Although the temperature sensitivity (Q10) of soil organic matter (SOM) decomposition has been widely studied, the estimate substantially depends on the methods used with specific assumptions. Here we compared several commonly used methods (i.e., one-pool (1P) model, two-discrete-pool (2P) model, three-discrete-pool (3P) model, and time-for-substrate (T4S) Q10 method) plus a new and more process-oriented approach for estimating Q10 of SOM decomposition from laboratory incubation data to evaluate the influences of the different methods and assumptions on Q10 estimation. The process-oriented approach is a three-transfer-pool (3PX) model that resembles the decomposition sub-model commonly used in Earth system models. The temperature sensitivity and other parameters in the models were estimated from the cumulative CO2emission using the Bayesian Markov Chain Monte Carlo (MCMC) technique. The estimated Q10s generally increased with the soil recalcitrance, but decreased with the incubation temperature increase. Our results indicated that the 1P model did not adequately simulate the dynamics of SOM decomposition and thus was not adequate for the Q10 estimation.

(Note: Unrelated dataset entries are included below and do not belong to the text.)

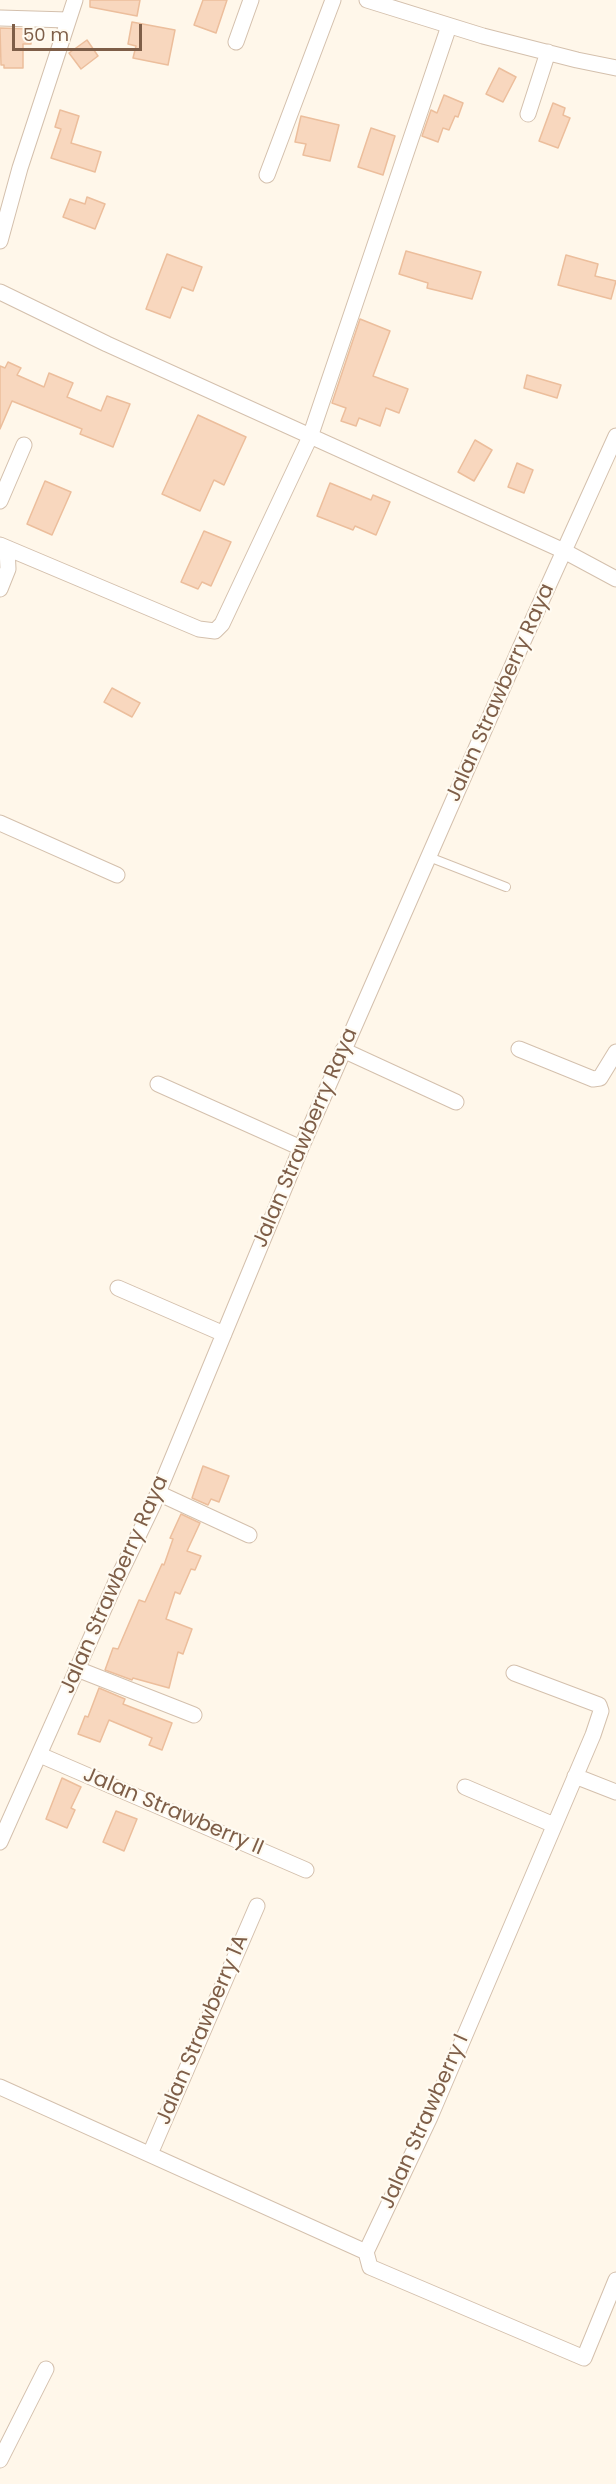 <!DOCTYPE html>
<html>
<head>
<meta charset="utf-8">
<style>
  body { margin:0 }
  #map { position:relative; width:616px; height:2484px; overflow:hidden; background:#fff7ea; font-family:Poppins,sans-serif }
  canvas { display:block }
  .scale { position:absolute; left:12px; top:24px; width:130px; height:27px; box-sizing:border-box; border:3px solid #7e5e48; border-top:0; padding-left:8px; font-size:18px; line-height:21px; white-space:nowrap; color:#7e5e48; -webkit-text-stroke:4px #fffbf2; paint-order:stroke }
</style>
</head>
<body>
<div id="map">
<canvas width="616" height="2484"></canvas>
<div class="scale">50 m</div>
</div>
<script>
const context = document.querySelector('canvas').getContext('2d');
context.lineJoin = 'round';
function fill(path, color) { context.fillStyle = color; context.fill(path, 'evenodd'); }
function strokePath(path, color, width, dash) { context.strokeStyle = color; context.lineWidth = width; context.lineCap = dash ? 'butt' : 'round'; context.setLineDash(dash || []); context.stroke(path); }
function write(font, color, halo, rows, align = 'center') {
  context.font = font + ' Poppins,sans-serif'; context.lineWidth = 4.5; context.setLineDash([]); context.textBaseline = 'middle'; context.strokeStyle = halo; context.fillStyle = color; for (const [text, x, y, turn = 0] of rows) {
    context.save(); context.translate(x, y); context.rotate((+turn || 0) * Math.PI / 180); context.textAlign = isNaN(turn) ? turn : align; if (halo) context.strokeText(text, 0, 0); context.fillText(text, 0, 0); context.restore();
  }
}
const building = new Path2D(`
  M90 0H140L137 16 90 7Z
  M203 0H227L216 33 194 25Z
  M132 22 175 30 168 65 133 58 136 46 128 44Z
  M0 28 30 29 31 44H23V68H4V65H1Z
  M87 40 98 56 81 69 69 53Z
  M499 68 516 77 503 102 486 94Z
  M444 95 463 103 458 117 455 116 449 130 443 128 438 142 422 136 431 110 437 113Z
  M553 103 565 108 563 115 570 118 558 148 539 141Z
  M60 110 79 116 71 143 101 152 95 172 51 158 61 129 55 127Z
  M301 116 339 125 330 161 303 155 306 144 295 142Z
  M371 128 395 136 383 175 358 167Z
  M87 197 105 204 95 229 63 217 70 199 85 204Z
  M406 251 481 272 472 299 427 288 428 283 399 274Z
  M167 254 202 267 193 291 182 287 170 318 146 309Z
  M566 255 598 264 595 276 616 281 611 299 558 285Z
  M360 319 390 331 373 376 408 389 399 413 386 408 380 426 359 418 356 426 341 421 346 408 332 403Z
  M8 362 21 368 17 375 44 387 49 373 73 383 67 397 101 411 107 396 130 404 113 447 80 434 82 429 12 401 0 429V366L5 368Z
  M527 375 561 385 557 398 524 388Z
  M198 415 246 437 224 485 214 480 200 511 162 494Z
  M475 440 492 450 474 481 458 472Z
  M517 463 533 470 524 493 508 487Z
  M45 481 71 492 52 535 27 524Z
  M330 483 371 500 373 495 390 502 376 535 355 526 353 530 317 516Z
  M204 531 231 542 211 586 202 582 198 589 181 582Z
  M112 688 140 703 132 717 104 702Z
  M203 1466 229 1476 219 1502 211 1499 208 1505 192 1498Z
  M181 1514 200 1523 187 1551 201 1556 195 1570 191 1569 180 1594 175 1592 166 1619 192 1629 183 1654 178 1652 169 1688 133 1678 132 1680 105 1670 113 1648 118 1649 139 1600 145 1602 162 1564 164 1565 173 1539 170 1538Z
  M99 1688 125 1699 123 1704 172 1723 162 1750 149 1745 152 1738 109 1720 100 1742 78 1734 85 1716 88 1717Z
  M62 1778 81 1787 71 1808 75 1810 67 1828 46 1819Z
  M116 1811 137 1819 124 1851 103 1842Z`);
fill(building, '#f8d7be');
strokePath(building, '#ecbe9c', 1.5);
const service = new Path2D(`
  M429 857 506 887`);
const minor = new Path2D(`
  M367 0 483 36 577 60 616 68
  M0 18 68 20
  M236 42 251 0
  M528 114 548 52
  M267 175 333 0
  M0 241 20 168 75 0
  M0 292 107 344 564 551 616 579
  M0 501 24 445
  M0 545 199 629 215 631 222 624 310 437 449 26
  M0 589 8 569 7 548
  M0 823 117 875
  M519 1049 593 1079 600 1078 616 1052
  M343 1050 456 1102
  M158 1084 301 1148
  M118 1288 224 1334
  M158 1493 249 1535
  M77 1669 194 1715
  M40 1755 306 1870
  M575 1776 616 1792
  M465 1787 554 1825
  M0 1842 115 1584 153 1505 301 1148 521 646 616 436
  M0 2087 366 2252 430 2117 593 1735 601 1711 599 1705 514 1673
  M150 2154 257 1906
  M366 2252 370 2267 584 2358 616 2280
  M0 2460 46 2369`);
strokePath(service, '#d4c0ad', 10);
strokePath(minor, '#d4c0ad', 17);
strokePath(service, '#fff', 8);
strokePath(minor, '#fff', 15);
write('21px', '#7e5e48', '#fffbf2', [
  ["Jalan Strawberry Raya",501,693,-66],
  ["Jalan Strawberry Raya",306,1138,-67],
  ["Jalan Strawberry Raya",115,1585,-66],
  ["Jalan Strawberry II",173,1812,23],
  ["Jalan Strawberry 1A",203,2030,-67],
  ["Jalan Strawberry I",425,2122,-66]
]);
</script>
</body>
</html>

All the multi-pool models fitted the soil incubation data well. The Akaike information criterion (AIC) analysis suggested that the 2P model is the most parsimonious. As the incubation progressed, Q10 estimated by the 3PX model was smaller than those by the 2P and 3P models because the continuous C transfers from the slow and passive pools to the active pool were included in the 3PX model. Although the T4S method could estimate the Q10 of labile carbon appropriately, our analyses showed that it overestimated that of recalcitrant SOM. The similar structure of 3PX model with the decomposition sub-model of Earth system models provides a possible approach, via the data assimilation techniques, to incorporate results from numerous incubation experiments into Earth system models.